One of the three ethics of permaculture is ‘Fair Share’. This ethic was originally conceived by Bill Mollison as ‘Limits to Population and Consumption’. It then evolved to be known as ‘Return of Surplus’, before being popularised by David Holmgren as Fair Share. 

Like all things in permaculture, there is no dogma and so this ethic is alive and continues to evolve. The definition I personally like is ‘Future Care’ as it has the potential to encompass and include all the previous definitions and go further still. 

Alas, I digress, the choice of wording is a whole other philosophical conversation in its own right that many have discussed at length, read here, here and here.

The intention of this article is to explore how the not-for-profit organisation I founded and manage, Grounded Permaculture Action Party Inc., has experienced the concept of Fair Share whilst running community events and social enterprises over the last 6 years. 

Perhaps it will stimulate a discussion within the active membership to help us grow and evolve.

Perhaps it will stimulate interest from outside parties to engage and assist us to grow and evolve.

Perhaps it will simply stimulate your thoughts and ponder on the complexities of life.

Perhaps I just need to write it down to unpack and make sense of my thoughts.


The cultural context in which our economy operates is a mix of capitalism and socialism - arguably a mixed economy by definition. Both systems have principles that are true and good, and both systems have dark aspects which are also true, but definitely not good.

In these instances, ‘ism’ denotes a system, developed and adopted by humans based on a set of values and principles. These systems are not good or bad, they are simply a framework by which we can organise our large and complex societies. Humans with all their virtue and faults, create and interact with those systems. The environmental and social consequences of those systems are simply a result of the humans, their values and associated decision-making.

An observation that I’ve noticed as I interact with the active members of Grounded, is that quite a few of them hold negative views about capitalism and are quite vocal about it. I can fully relate as my views use to be this way - however to run a successful business enterprise - whether not-for-profit or not - one must embrace the idea of capitalism.

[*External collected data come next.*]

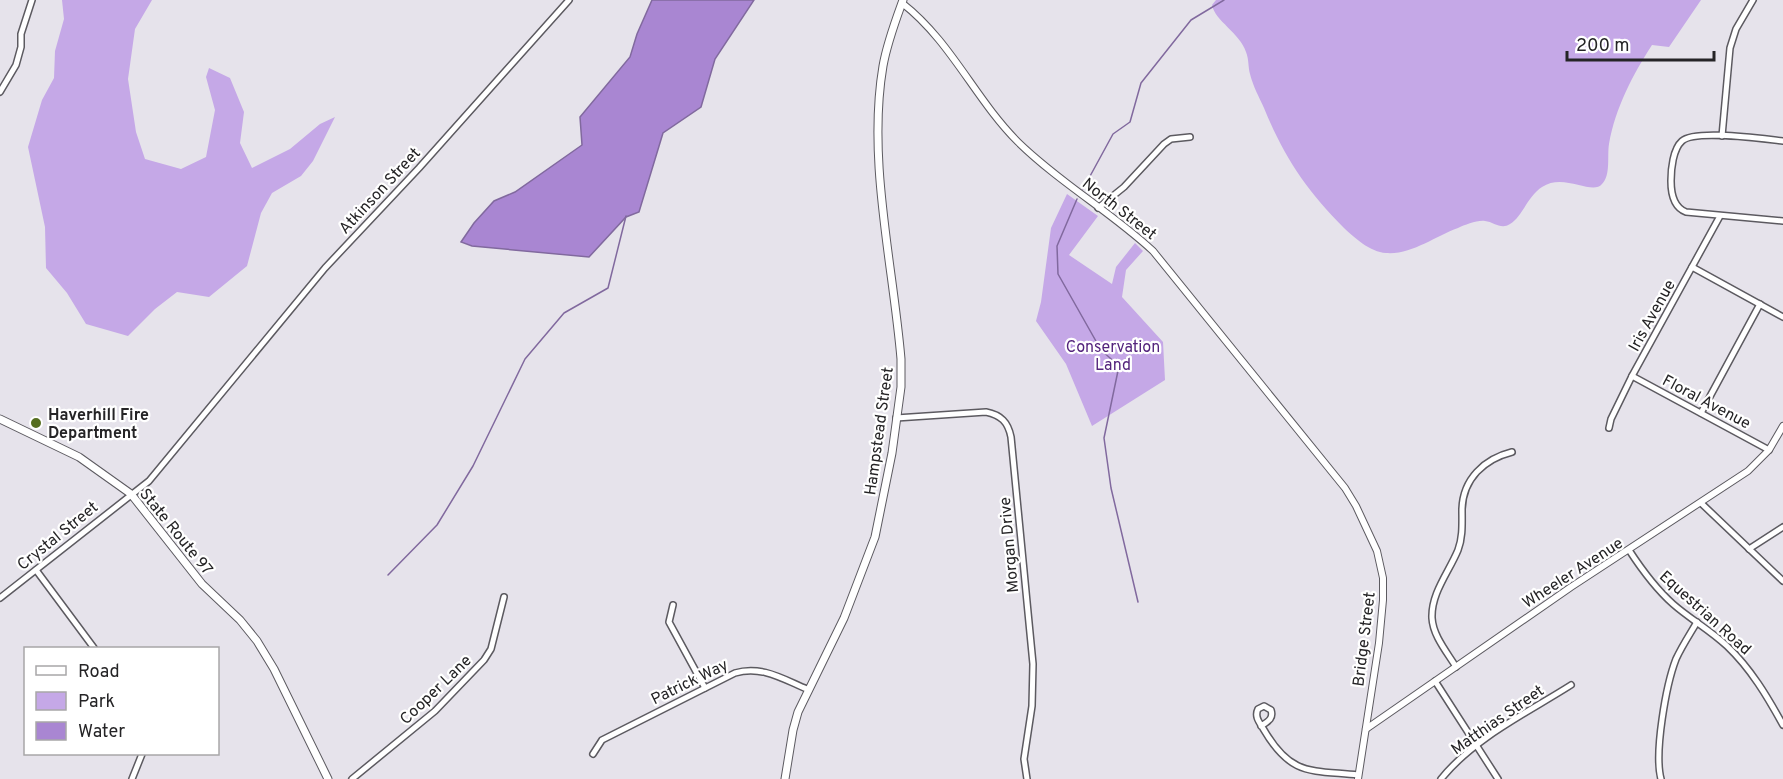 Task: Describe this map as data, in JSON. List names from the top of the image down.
{
  "streets": {
    "main road": ["Hampstead Street", "State Route 97"],
    "street": [
      "Atkinson Street",
      "North Street",
      "Iris Avenue",
      "Floral Avenue",
      "Crystal Street",
      "Morgan Drive",
      "Wheeler Avenue",
      "Equestrian Road",
      "Bridge Street",
      "Patrick Way",
      "Cooper Lane",
      "Matthias Street"
    ]
  },
  "crossings": [
    ["Atkinson Street", "State Route 97"],
    ["Atkinson Street", "Crystal Street"],
    ["North Street", "Hampstead Street"],
    ["North Street", "Bridge Street"],
    ["Iris Avenue", "Floral Avenue"],
    ["Floral Avenue", "Wheeler Avenue"],
    ["Hampstead Street", "Morgan Drive"],
    ["Hampstead Street", "Patrick Way"],
    ["State Route 97", "Crystal Street"],
    ["Wheeler Avenue", "Equestrian Road"],
    ["Wheeler Avenue", "Bridge Street"]
  ],
  "parks": ["Conservation Land"],
  "places": ["Haverhill Fire Department"],
  "legend": ["Road", "Park", "Water"],
  "scale_bar": "200 m"
}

Whilst the criticisms of capitalism are warranted, and we have witnessed immense environmental destruction and social exploitation under this system, these criticisms only offer a partial truth and often dismiss or ignore the good in capitalism. Throwing the baby out with the bathwater if you will. 

Yes, there is good capitalism. Founding principles that are fair and just. Read the capitalism link above.


When I hear feedback about how, to some, Grounded is ‘too capitalistic’, I listen, but I also take it with a grain of salt. 

I care not for the random opinions of those that do not understand the inner workings and operational activities of our organisation. I care not for the opinions of those who do not know how to run an organisation that rewards members for their innovation and entrepreneurial efforts and provides opportunities for our members to develop their right livelihoods. 

I do care about the opinions of those outside the organisation that know how to run a successful organisation. Demonstration is authority as they say. 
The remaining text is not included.